Characterization of the unfolded state of bovine α‐lactalbumin and comparison with unfolded states of homologous proteins

The unfolded states of three homologous proteins with a very similar fold have been investigated by heteronuclear NMR spectroscopy. Secondary structure propensities as derived from interpretation of chemical shifts and motional restrictions as evidenced by heteronuclear 15 N relaxation rates have been analyzed in the reduced unfolded states of hen lysozyme and the calcium‐binding proteins bovine α‐lactalbumin and human α‐lactalbumin. For all three proteins, significant deviations from random‐coil predictions can be identified; in addition, the unfolded states also differ from each other, despite the fact that they possess very similar structures in their native states.
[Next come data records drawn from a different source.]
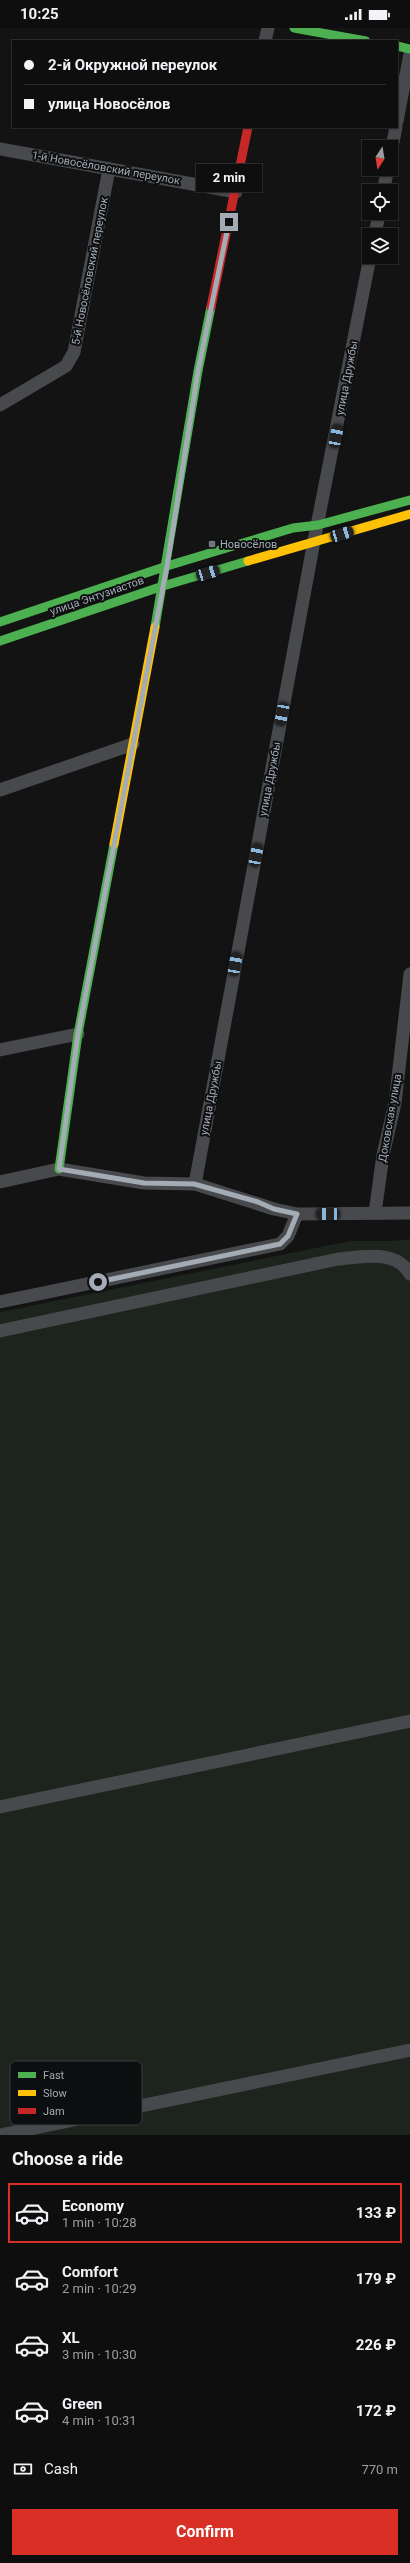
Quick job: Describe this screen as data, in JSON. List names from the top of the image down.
{
  "streets": {
    "street": [
      "1-й Новосёловский переулок",
      "5-й Новосёловский переулок",
      "улица Дружбы",
      "улица Энтузиастов",
      "Доковская улица"
    ]
  },
  "crossings": [
    ["1-й Новосёловский переулок", "5-й Новосёловский переулок"],
    ["улица Дружбы", "улица Энтузиастов"]
  ],
  "places": {
    "transit": ["Новосёлов"]
  },
  "legend": ["Fast", "Slow", "Jam"],
  "north": "bottom",
  "page": {
    "status": "10:25",
    "banner": ["2-й Окружной переулок", "улица Новосёлов"],
    "bubble": "2 min",
    "heading": "Choose a ride",
    "list": [
      {
        "name": "Economy",
        "note": "1 min · 10:28",
        "value": "133 ₽"
      },
      {
        "name": "Comfort",
        "note": "2 min · 10:29",
        "value": "179 ₽"
      },
      {
        "name": "XL",
        "note": "3 min · 10:30",
        "value": "226 ₽"
      },
      {
        "name": "Green",
        "note": "4 min · 10:31",
        "value": "172 ₽"
      }
    ],
    "pay": ["Cash", "770 m"],
    "buttons": "Confirm"
  }
}
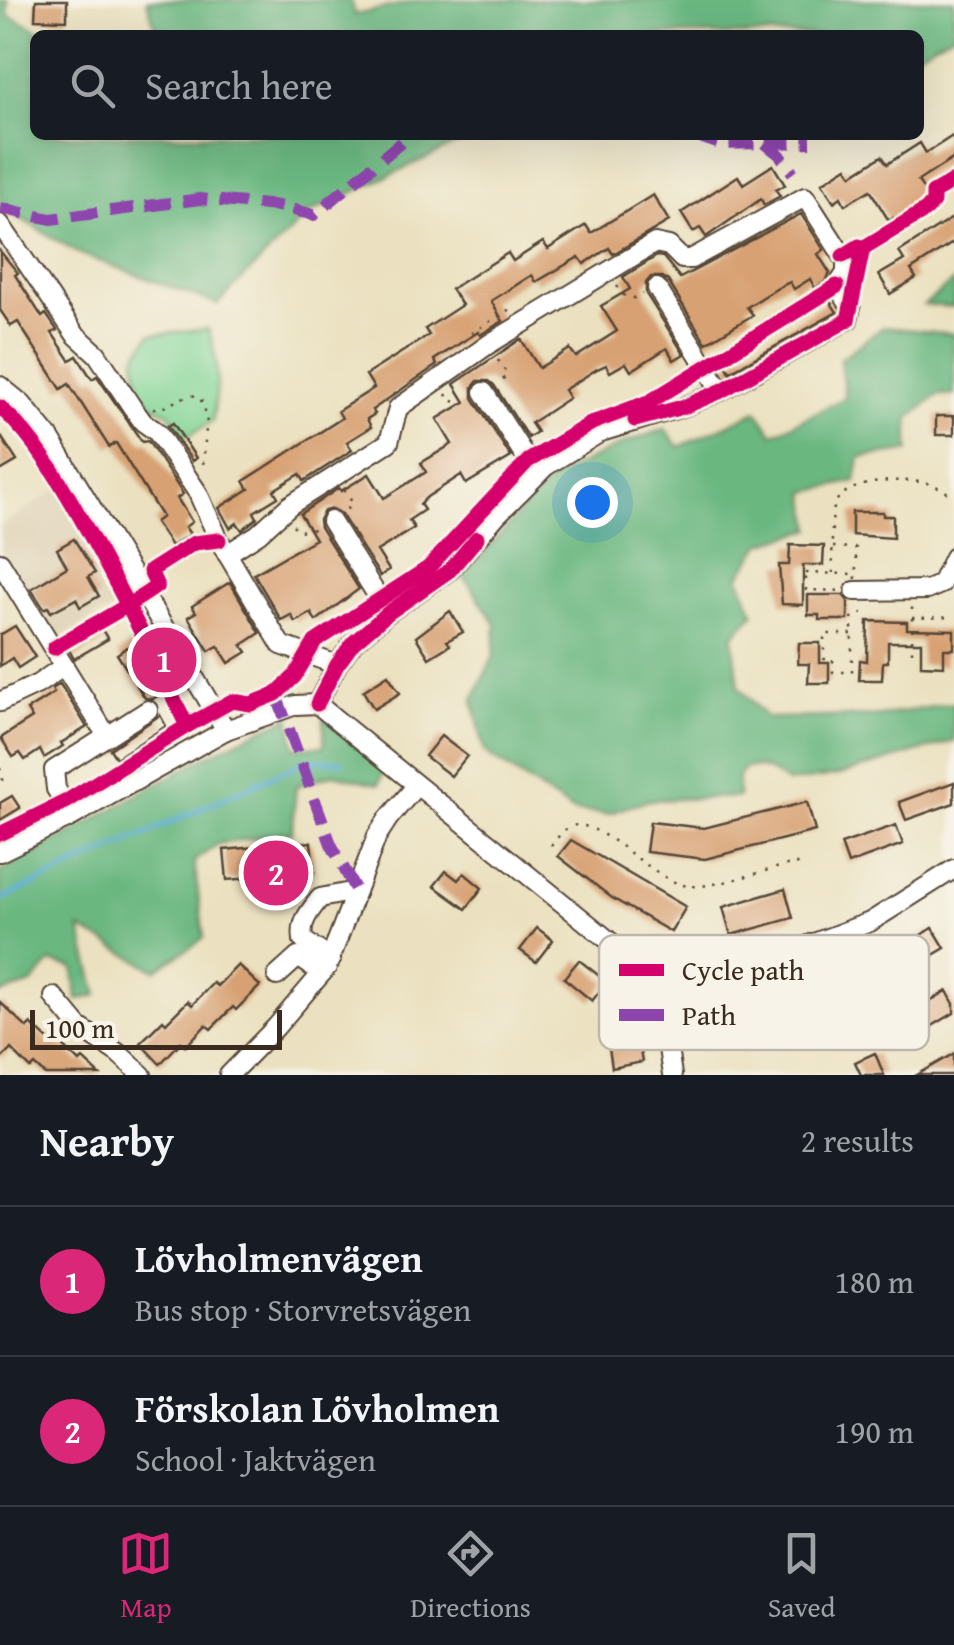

Deviations from random‐coil motional properties are observed in the α‐ and the β‐domain in bovine α‐lactalbumin and lysozyme, while only regions within the α‐domain deviate in human α‐lactalbumin. The motional restrictions and residual secondary structure are determined both by the amino acid sequence of the protein and by residual long‐range interactions. Even a conservative single point mutation from I to L in a highly conserved region between the two α‐lactalbumins results in considerable differences in the motional properties. Given the differences in oxidative folding between hen lysozyme and α‐lactalbumin, the results obtained on the unfolded states suggest that residual long‐range interactions, i.e., those between the α‐ and the β‐domain of lysozyme, may act as nucleation sites for protein folding, while this property of residual structure is replaced by the calcium‐binding site between the domains in α‐lactalbumin.